コールドウォレットとは?仮想通貨を安全に保存する方法
先日の史上最大規模のNEM流出では、仮想通貨取引所コインチェックの安全管理が不十分であったことが露呈しました。特に顧客から預かったNEMをコールドウォレットで保管していなかったとの報道で、仮想通貨のウォレットに注目が集まっています。仮想通貨を狙うハッカーからのセキュリティ対策として、普段使わない仮想通貨が一定量ある場合には、コールドウォレット上で管理することが推奨されます。ウォレットの管理
ウォレットの管理は、「受取用」の鍵となる公開鍵と、「送信用」の秘密鍵をペアにして行います。公開鍵は口座番号のようなもので、誰かに知られたとしてもあまり問題はありませんが、秘密鍵はパスワードや自宅の鍵のようなもので、決して第三者に知られてはいけないものです。コールドウォレットは、インターネットと完全に切り離した環境で秘密鍵と仮想通貨を保管するウォレットで(ただし、送金等で保管する仮想通貨を動かす場合は短い時間だがUSBによるインターネットへの接続が必要)、オフライン環境だとしても、スマートフォンやPCに秘密鍵を置いているウォレットはコールドウォレットとは呼びません。
ホットウォレットは、ハッキングのリスクが存在する
ホットウォレットはオンライン環境にあるため、ハッキングのリスクは存在します。もしも普段決済などに利用しない多額の仮想通貨を保有している場合は、コールドウォレット上で管理することが望ましいといえるでしょう。ただし、決済など仮想通貨の送受信を行いたい場合にはホットウォレット環境で行う必要があります。このため、用途を意識して保管方法を選択する必要があるといえます。一例としては、普段利用する分の仮想通貨はキャッシュをお財布に入れておく感覚でホットウォレットに入れて、すぐには利用しない仮想通貨を一定額持っている場合は銀行などに預金しておく感覚でコールドウォレットで管理するというように、ご自身の中で使い分けをいただけるとよいと思います。以下に、コールドウォレットの種類とその特徴や、対応している仮想通貨などを解説します。
コールドウォレットの種類
コールドウォレットに該当するものは以下の4つが挙げられます。・端末で保管するハードウェアウォレット(専用機器が販売)

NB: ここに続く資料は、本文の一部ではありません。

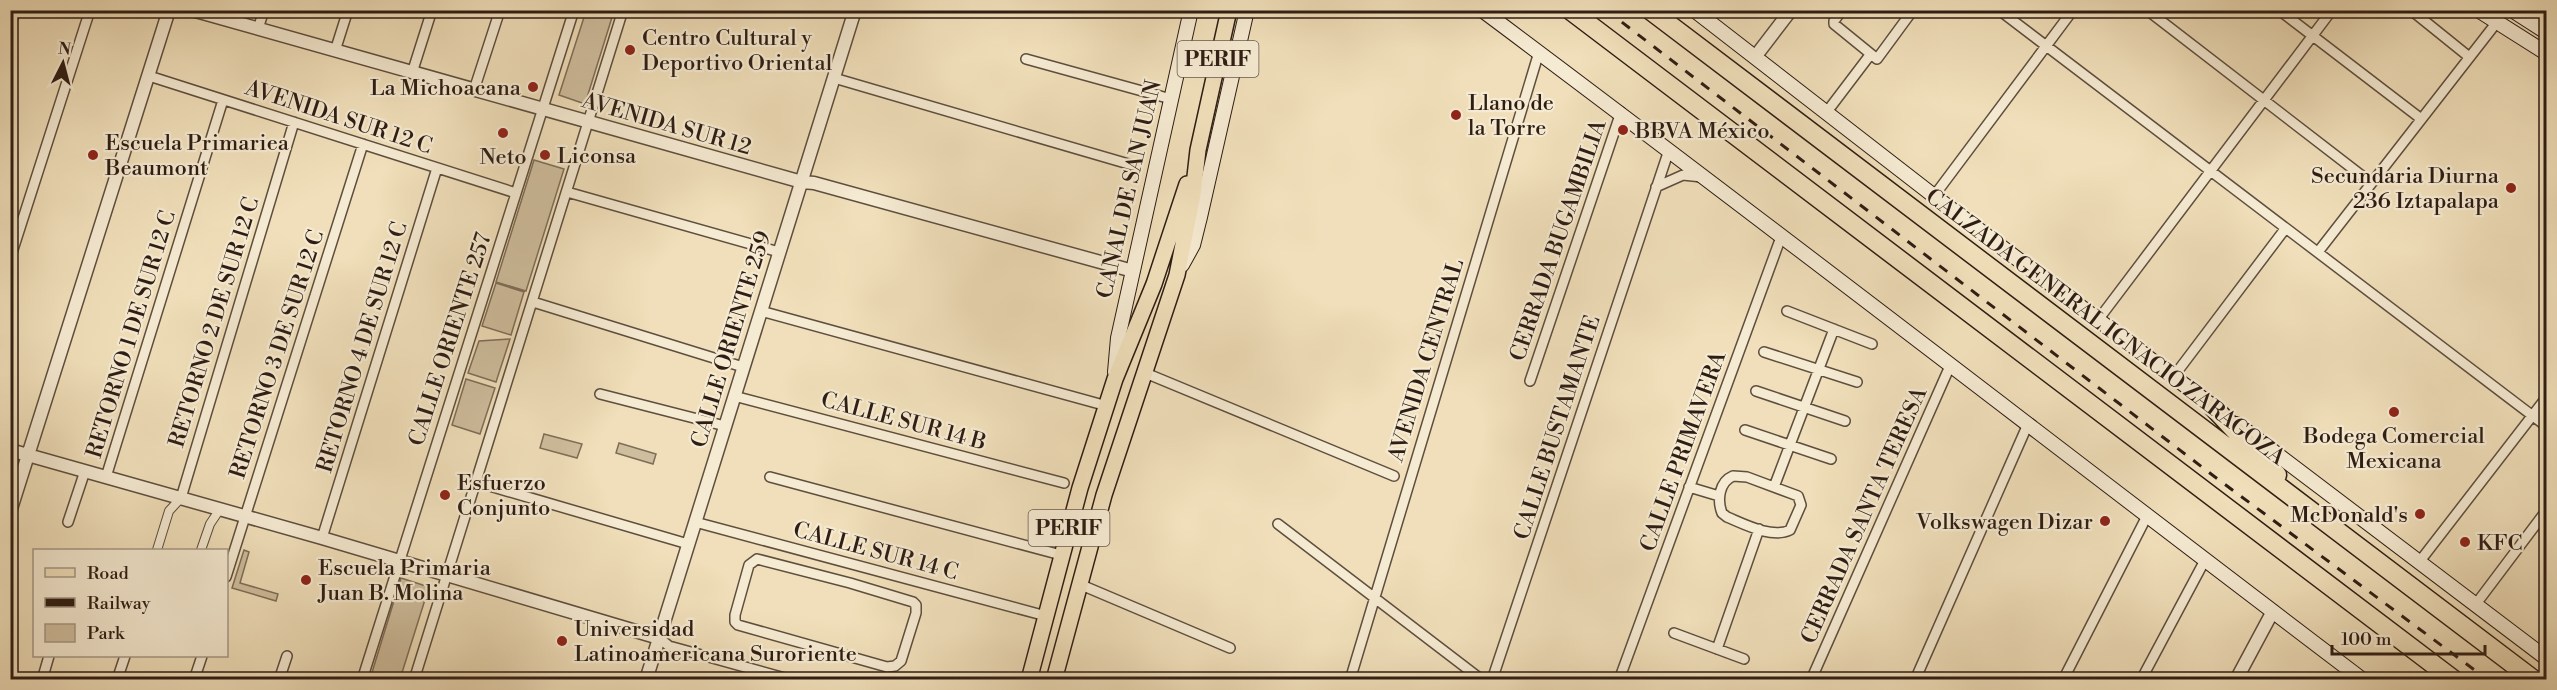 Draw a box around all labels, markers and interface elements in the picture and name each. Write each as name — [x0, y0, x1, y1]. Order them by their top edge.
place label: Centro Cultural y Deportivo Oriental — [642, 25, 833, 77]
north arrow — [33, 33, 93, 93]
text: N — [57, 38, 72, 60]
road number: PERIF — [1178, 41, 1258, 77]
marker: Centro Cultural y Deportivo Oriental — [623, 43, 637, 57]
street label: AVENIDA SUR 12 C — [241, 74, 435, 160]
place label: La Michoacana — [370, 75, 522, 102]
street label: CANAL DE SAN JUAN — [1091, 77, 1168, 301]
marker: La Michoacana — [526, 80, 540, 94]
street label: AVENIDA SUR 12 — [578, 87, 754, 162]
place label: Llano de la Torre — [1468, 90, 1554, 142]
marker: Llano de la Torre — [1449, 108, 1463, 122]
street label: CERRADA BUGAMBILIA — [1504, 115, 1613, 365]
place label: BBVA México — [1634, 118, 1770, 145]
marker: BBVA México — [1616, 123, 1630, 137]
marker: Neto — [496, 126, 510, 140]
place label: Escuela Primariea Beaumont — [104, 130, 290, 182]
place label: Liconsa — [557, 143, 637, 170]
place label: Neto — [479, 144, 527, 171]
marker: Escuela Primariea Beaumont — [86, 148, 100, 162]
marker: Liconsa — [538, 148, 552, 162]
place label: Secundaria Diurna 236 Iztapalapa — [2311, 163, 2500, 215]
marker: Secundaria Diurna 236 Iztapalapa — [2504, 181, 2518, 195]
street label: CALZADA GENERAL IGNACIO ZARAGOZA — [1920, 183, 2291, 472]
street label: RETORNO 2 DE SUR 12 C — [163, 194, 265, 451]
street label: RETORNO 1 DE SUR 12 C — [81, 207, 182, 461]
street label: RETORNO 4 DE SUR 12 C — [311, 219, 413, 476]
street label: RETORNO 3 DE SUR 12 C — [224, 227, 330, 482]
street label: CALLE ORIENTE 259 — [686, 228, 777, 451]
street label: CALLE ORIENTE 257 — [403, 230, 498, 449]
street label: AVENIDA CENTRAL — [1382, 256, 1470, 466]
street label: CALLE BUSTAMANTE — [1508, 312, 1606, 543]
street label: CALLE PRIMAVERA — [1635, 347, 1733, 555]
street label: CERRADA SANTA TERESA — [1795, 382, 1934, 648]
street label: CALLE SUR 14 B — [818, 386, 989, 456]
marker: Bodega Comercial Mexicana — [2387, 405, 2401, 419]
place label: Bodega Comercial Mexicana — [2302, 423, 2485, 475]
place label: Esfuerzo Conjunto — [457, 470, 550, 522]
marker: Esfuerzo Conjunto — [438, 488, 452, 502]
place label: McDonald's — [2290, 502, 2408, 529]
marker: McDonald's — [2413, 507, 2427, 521]
place label: Volkswagen Dizar — [1915, 509, 2093, 536]
road number: PERIF — [1028, 510, 1110, 546]
marker: Volkswagen Dizar — [2098, 514, 2112, 528]
street label: CALLE SUR 14 C — [790, 516, 961, 586]
place label: KFC — [2477, 530, 2523, 557]
marker: KFC — [2458, 535, 2472, 549]
legend — [33, 549, 228, 657]
place label: Escuela Primaria Juan B. Molina — [317, 555, 492, 607]
text: Road — [87, 562, 130, 585]
marker: Escuela Primaria Juan B. Molina — [299, 573, 313, 587]
text: Railway — [87, 592, 151, 615]
place label: Universidad Latinoamericana Suroriente — [574, 616, 857, 668]
scale bar — [2332, 618, 2485, 656]
text: Park — [87, 622, 126, 645]
text: 100 m — [2341, 628, 2392, 651]
marker: Universidad Latinoamericana Suroriente — [555, 634, 569, 648]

・鉄やメタルプラスチックに保管する物理ウォレット(記録方法や持ち歩きに難あり)
・紙にメモしたり、印刷して保管するペーパーウォレット(保管場所と火事に注意)
・人間の脳に記憶するブレインウォレット(忘れたら終わり)
コールドウォレットは物理的な秘密鍵の管理が必要なため、実際の窃盗や紛失には十分な注意が必要です。
おすすめハードウェアウォレット
仮想通貨をコールドウォレットの状態で保管するのに番手軽な方法は、ハードウェアウォレットを利用することです。性能やアップデート情報などを確認し、自分に合った物を見つけてください。おすすめはこの3点です。Ledger(レジャー)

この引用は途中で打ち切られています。